A cobertura do atentado na França vai contra a lógica costumeira da própria mídia porque ela está comprometida com os valores imperialistas nas nações que se contrapõem ao Oriente, como a França. Não se trata aqui, claro, de menosprezar o sofrimento e as mortes de civis comuns que nada têm a ver com a política externa executada pelos seus países. A França, hoje, é um dos países que realiza bombardeiros na Síria, país em guerra civil e uma das regiões onde surgiu o Estado Islâmico, alvejado pelos ataques. A declaração do presidente dos Estados Unidos ilustra bem o discurso com o qual a mídia se compromete e, por isso, dá determinado espaço de cobertura sem uma reflexão profunda da origem do que ocorre. “Trata-se de um ataque não só contra os franceses, mas contra toda a humanidade e contra os valores que compartilhamos”, diz Barack Obama, faltando apenas dizer que só o Ocidente compõe uma “humanidade”. Obama se compromete a trabalhar com a França para “levar os terroristas à justiça”. Quem se recorda da execução de Saddam Husseim, Osama bin Laden e a guerra contra o Afeganistão e Iraque, sabe o que significa “justiça” para os Estados Unidos. Os quinze países membros do Conselho de Segurança da ONU emitiram declaração conjunta em que condenavam “da maneira mais firme os ataques terroristas odiosos e bárbaros” cometidos em Paris. Este discurso amplificado pela mídia ajuda a dividir o mundo, na compreensão da opinião comum, em uma parte civilizada e moderna e outra atrasada, composta, em parte, apenas por areia, bombas e camelos. Encobre toda a imposição geopolítica que a Europa (e depois também os Estados Unidos) faz ao ocidente desde que o continente europeu começou a deixar de ser uma periferia política, econômica e cultural do Mediterrâneo e do mundo muçulmano, a partir do século 15. Países europeus neocolonialistas, como a França, partiram entre si regiões árabes com o Acordo Sykes-Picot, passando a régua no mapa e separando tribos, etnias e culturas. Muito disto resulta nos conflitos que vemos entre diferentes grupos islâmicos, assim como as invasões estadunidenses no Afeganistão e Iraque com o interesse no controle do mercado de petróleo por detrás do discurso do combate ao terror.

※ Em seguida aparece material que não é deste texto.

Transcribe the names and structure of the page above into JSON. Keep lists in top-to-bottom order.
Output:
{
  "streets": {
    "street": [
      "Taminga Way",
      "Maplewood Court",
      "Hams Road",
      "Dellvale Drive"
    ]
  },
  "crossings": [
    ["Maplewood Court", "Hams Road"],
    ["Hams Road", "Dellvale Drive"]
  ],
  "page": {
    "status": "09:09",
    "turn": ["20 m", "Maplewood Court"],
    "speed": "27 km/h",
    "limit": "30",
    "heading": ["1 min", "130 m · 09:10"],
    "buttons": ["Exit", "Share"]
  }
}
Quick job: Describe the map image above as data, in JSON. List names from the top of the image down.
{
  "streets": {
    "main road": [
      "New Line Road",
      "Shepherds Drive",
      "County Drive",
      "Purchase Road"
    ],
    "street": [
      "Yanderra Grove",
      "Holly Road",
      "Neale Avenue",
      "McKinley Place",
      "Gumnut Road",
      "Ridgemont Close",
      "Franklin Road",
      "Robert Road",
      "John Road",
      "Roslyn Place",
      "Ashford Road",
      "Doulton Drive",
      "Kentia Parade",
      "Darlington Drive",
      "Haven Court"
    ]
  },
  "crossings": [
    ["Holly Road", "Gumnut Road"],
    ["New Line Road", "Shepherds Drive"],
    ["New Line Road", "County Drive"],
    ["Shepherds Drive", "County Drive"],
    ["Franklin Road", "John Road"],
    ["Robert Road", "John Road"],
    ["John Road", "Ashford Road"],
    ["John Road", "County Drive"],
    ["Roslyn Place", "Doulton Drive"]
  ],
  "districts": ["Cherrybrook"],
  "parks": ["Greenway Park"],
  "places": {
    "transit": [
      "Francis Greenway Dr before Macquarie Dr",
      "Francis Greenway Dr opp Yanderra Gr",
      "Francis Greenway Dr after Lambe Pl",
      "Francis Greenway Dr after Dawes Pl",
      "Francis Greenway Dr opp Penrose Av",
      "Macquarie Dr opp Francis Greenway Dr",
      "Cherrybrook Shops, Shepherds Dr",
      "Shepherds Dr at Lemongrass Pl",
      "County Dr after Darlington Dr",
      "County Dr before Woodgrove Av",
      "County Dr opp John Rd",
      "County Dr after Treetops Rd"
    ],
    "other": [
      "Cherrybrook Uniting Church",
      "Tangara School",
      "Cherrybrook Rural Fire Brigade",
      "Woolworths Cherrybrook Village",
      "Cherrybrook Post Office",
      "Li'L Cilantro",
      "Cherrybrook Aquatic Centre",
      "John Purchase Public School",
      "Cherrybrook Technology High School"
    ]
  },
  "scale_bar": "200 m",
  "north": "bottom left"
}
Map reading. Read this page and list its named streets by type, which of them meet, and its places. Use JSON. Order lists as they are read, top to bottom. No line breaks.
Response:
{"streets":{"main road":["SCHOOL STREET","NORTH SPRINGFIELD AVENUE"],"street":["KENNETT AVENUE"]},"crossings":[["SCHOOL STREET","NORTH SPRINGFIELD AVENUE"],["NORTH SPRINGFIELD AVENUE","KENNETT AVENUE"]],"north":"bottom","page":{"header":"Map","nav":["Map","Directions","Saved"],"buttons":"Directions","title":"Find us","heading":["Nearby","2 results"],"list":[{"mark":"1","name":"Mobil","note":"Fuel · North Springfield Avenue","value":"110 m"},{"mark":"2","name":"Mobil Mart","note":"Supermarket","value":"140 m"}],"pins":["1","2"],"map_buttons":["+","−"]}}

A questão política é escondida pela religiosa, mas mesmo esta não explica o radicalismo islâmico. Entrevista (http://goo.gl/jpo0wN) da professora de pós-graduação de Ciências da Religião da PUC-SP (Pontifícia Universidade Católica de São Paulo) Maria José Rosado Nunes demonstra a ignorância do discurso preconceituoso ao islã alimentado pela mídia, relacionando-o ao terrorismo. “Acho que a gente poderia fazer uma má comparação dizendo que o catolicismo é pedófilo, como se a gente passasse a tratar algo que acontece dentro do catolicismo como alguma coisa caracterizadora.” Outra entrevista (http://goo.gl/4fmXGk), publicada em maio em blog do Estadao.com.br, demonstra a relação do imperialismo com o terrorismo. “Como o islã pode produzir o Isis e, ao mesmo tempo, Malala Yousafzai, a mais recente vencedora do Prêmio Nobel da Paz? Ambos se baseiam no islã como fontes de inspiração”, pergunta o professor de religião Todd Green. “São as condições políticas que levam à emergência do Isis. Não haveria Isis se não fosse pela invasão e ocupação do Iraque pelos EUA, que abriu a porta para a al Qaida no Iraque, o grupo precursor do Isis. Não podemos contar a história do Isis separada da política externa dos Estados Unidos”, afirma Green.

As duas entrevistas permitem fazer a ponderação de que há espaço na mídia, sim, para o discurso contrário ao mais corrente. Mas o espaço é pequeno em parte, muito provavelmente, devido ao menor número de vozes que se contrapõem aos países que controlam hoje os rumos do Ocidente e que também influenciam os do Oriente.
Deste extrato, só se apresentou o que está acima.